Когда с завтраком было покончено, хозяин вытряхнул кофейную гущу и… вот те раз! Опять из котелка выпала отличная вареная сороконожка.

Ну и ну! Ведь он все сам проверил, все осмотрел.

— Не знаю, не знаю, — сказал он, — смягчат ли сладкие слова сердце упрямого северянина, но что кофе с вареной ядовитой сороконожкой особенно хорош — это точно!

Чёрный Билл

Пересказ Н. Шерешевской

В старину разбойники встречались повсюду. И в Алабаме, и в других штатах.

Про этих отчаянных, которые не боялись ни бога, ни черта, ни закона, ни шерифа, рассказывают в народе несчетное число разных историй.

Например, про Стива Ренфро, который сам был когда-то шерифом, а потом сделался разбойником. Его объявили вне закона, а он возьми да явись в город Ливингстон верхом на белом коне. Длинные волосы развеваются по ветру, серебряные шпоры на сапогах так и блестят. Чужие замки и засовы слушались его, словно ручные звери.

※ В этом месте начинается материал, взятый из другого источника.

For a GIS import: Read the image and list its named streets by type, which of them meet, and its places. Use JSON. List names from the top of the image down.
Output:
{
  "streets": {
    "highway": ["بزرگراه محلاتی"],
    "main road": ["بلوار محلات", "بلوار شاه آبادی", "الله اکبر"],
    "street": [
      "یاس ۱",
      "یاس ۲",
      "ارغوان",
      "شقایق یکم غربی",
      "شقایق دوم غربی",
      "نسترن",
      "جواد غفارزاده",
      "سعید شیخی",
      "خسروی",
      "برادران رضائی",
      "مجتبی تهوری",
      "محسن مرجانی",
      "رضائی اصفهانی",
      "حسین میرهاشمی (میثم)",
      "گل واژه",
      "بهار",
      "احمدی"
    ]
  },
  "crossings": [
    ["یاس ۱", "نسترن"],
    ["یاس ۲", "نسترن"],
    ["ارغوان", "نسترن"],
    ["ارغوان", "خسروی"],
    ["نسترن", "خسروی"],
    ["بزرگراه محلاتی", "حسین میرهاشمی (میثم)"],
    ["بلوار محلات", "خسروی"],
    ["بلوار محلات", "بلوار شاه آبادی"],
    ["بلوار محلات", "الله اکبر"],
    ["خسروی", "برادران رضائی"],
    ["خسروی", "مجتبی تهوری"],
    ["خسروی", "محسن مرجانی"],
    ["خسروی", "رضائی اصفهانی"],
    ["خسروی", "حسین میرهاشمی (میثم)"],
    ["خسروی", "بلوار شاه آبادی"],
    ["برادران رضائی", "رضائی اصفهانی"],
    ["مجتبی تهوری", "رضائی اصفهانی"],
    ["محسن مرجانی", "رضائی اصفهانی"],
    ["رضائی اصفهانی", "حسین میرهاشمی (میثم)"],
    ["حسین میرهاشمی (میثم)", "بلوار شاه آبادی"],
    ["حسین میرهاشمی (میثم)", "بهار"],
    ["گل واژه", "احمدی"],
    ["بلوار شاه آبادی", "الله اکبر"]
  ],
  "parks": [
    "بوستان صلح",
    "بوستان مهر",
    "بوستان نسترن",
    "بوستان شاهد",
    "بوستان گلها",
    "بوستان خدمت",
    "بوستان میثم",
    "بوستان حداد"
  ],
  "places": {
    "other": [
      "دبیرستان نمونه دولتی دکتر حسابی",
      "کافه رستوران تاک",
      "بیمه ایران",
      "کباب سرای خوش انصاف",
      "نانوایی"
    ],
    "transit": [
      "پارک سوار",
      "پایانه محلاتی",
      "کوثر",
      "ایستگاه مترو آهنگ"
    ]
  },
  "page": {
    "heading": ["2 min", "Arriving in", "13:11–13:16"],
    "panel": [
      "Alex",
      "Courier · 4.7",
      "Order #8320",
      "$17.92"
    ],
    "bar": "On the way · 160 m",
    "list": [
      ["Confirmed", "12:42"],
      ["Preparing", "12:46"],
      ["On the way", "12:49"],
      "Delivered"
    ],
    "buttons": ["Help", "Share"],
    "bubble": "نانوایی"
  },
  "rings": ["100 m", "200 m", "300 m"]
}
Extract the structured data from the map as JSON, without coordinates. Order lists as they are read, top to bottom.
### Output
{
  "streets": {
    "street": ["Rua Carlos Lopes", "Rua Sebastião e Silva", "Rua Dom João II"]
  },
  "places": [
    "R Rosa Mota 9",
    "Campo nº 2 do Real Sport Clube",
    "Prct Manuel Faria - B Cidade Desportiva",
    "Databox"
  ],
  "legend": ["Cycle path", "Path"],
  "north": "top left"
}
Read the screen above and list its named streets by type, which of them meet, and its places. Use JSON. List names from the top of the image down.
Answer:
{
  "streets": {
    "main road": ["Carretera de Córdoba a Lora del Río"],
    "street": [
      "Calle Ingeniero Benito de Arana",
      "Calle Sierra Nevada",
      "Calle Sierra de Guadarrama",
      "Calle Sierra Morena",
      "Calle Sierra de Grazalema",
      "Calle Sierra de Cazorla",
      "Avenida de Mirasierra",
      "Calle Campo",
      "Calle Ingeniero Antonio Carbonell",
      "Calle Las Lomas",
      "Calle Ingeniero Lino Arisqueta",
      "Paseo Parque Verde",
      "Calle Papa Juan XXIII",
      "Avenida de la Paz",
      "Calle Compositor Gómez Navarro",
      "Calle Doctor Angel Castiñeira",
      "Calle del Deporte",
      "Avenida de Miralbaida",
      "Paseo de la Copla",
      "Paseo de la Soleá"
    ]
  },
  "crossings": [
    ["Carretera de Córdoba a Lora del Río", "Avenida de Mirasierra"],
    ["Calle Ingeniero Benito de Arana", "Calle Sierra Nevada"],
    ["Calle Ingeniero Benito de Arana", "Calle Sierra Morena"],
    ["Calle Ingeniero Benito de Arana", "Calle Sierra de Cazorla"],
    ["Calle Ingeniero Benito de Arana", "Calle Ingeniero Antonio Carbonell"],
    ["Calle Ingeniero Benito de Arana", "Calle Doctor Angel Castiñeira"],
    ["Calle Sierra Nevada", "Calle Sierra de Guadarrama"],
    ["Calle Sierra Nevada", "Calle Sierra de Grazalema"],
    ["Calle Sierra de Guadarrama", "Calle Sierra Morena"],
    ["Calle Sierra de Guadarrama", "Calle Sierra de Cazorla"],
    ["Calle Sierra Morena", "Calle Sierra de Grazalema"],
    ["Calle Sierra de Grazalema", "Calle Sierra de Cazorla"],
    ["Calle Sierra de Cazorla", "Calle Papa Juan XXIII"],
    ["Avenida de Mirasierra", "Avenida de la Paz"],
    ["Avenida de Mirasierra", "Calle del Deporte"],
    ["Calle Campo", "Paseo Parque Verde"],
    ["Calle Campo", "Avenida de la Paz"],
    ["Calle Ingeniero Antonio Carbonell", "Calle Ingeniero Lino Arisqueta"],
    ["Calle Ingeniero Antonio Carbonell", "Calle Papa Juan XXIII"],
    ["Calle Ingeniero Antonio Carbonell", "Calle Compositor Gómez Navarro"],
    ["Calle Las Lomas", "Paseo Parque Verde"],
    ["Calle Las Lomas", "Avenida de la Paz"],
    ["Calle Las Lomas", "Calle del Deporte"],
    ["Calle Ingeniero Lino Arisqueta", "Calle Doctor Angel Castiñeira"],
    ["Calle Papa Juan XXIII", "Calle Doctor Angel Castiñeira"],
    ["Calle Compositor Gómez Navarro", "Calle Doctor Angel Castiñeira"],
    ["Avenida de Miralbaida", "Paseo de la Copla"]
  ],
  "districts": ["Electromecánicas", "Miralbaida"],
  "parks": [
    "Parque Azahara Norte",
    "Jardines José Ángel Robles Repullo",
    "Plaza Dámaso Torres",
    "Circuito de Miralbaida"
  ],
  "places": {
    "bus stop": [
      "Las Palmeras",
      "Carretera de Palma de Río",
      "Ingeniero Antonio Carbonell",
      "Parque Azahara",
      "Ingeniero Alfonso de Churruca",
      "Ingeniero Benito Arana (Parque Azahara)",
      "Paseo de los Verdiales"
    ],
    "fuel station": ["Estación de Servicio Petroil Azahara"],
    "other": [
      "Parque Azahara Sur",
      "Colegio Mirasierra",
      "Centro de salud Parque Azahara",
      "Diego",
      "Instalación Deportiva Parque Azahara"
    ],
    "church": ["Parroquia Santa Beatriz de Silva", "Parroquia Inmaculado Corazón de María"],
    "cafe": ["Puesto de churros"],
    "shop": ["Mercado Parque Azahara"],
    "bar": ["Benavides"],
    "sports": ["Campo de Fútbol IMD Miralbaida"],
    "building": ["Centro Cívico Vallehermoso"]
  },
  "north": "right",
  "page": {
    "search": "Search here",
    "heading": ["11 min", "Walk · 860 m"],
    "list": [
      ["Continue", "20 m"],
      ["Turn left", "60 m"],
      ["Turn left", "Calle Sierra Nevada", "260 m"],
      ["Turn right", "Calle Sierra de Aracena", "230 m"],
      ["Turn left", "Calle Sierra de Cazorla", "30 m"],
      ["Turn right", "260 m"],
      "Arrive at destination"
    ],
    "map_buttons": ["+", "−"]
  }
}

Или вот про Руба Барроу, Одинокого Волка, покровителя бедняков, не ведавшего страха.

И наконец, про Черного Билла, который стал знаменитостью на Юге почти так же, как Крошка Билли из Нью-Мексико. Только за ним водились и добрые дела, не раз он помогал своим друзьям, выручая их из беды.

Негр Билл был черен, как эбонит, и силен, как Самсон из старинных библейских сказаний.

Однажды Билл посмел поспорить с законом, и ему пришлось спасаться бегством. С тех пор родным домом для него стал темный лес. Во мраке лесном он выучился шаманству и колдовству. Теперь он умел оборачиваться любым лесным зверем, и ни шериф, ни его помощники, никто не мог поймать его. Каждый новый шериф клялся, что изловит Черного Билла, но обещания его уплывали, как воды реки Алабамы.

Но вот стражем закона избрали Эда Макмиллана, и он тоже дал зарок, что схватит Черного Билла.

— Билл работал у меня на перегонке скипидара, — сказал шериф Эд своим родным братьям. — Уж я-то знаю все его повадки и привычки. Буду я не я, если не поймаю его и не поставлю перед лицом закона.

— Берегись, Эд! — предупредили его братья. — Билл самый отчаянный из всех разбойников, каких знала Алабама. Берегись его, Эд!

Но разве можно было остановить Эда, если он что задумал? Храбрости у него хватило бы на целую армию. Страх прятался в кусты, если Эд выходил на дорогу.

Черному Биллу передали эти слова шерифа, когда он сидел у себя в лесной хижине с дружками.

— Ты слышал, Билл? Эд Макмиллан пустился за тобой в погоню. У него твердая рука и верный глаз. Он силач и кремень. Лучше бы тебе спрятаться на время или уйти во Флориду.

— Эду Макмиллану не поймать меня! Никому не поймать меня. Стоит мне обернуться овцой или собакой, и никто не поймает меня. Но я люблю Эда. Я работал у него на перегонке скипидара, он славный малый. Лучше бы он не гонялся за мной, не то придется мне взяться за пистолет. Я напишу ему письмо.

И Билл достал клочок бумаги, огрызок карандаша и печатными буквами вывел:

НЕ ИЩИТЕ МЕНЯ, МИСТЕР ЭД. С ЛЮБОВЬЮ БИЛЛ.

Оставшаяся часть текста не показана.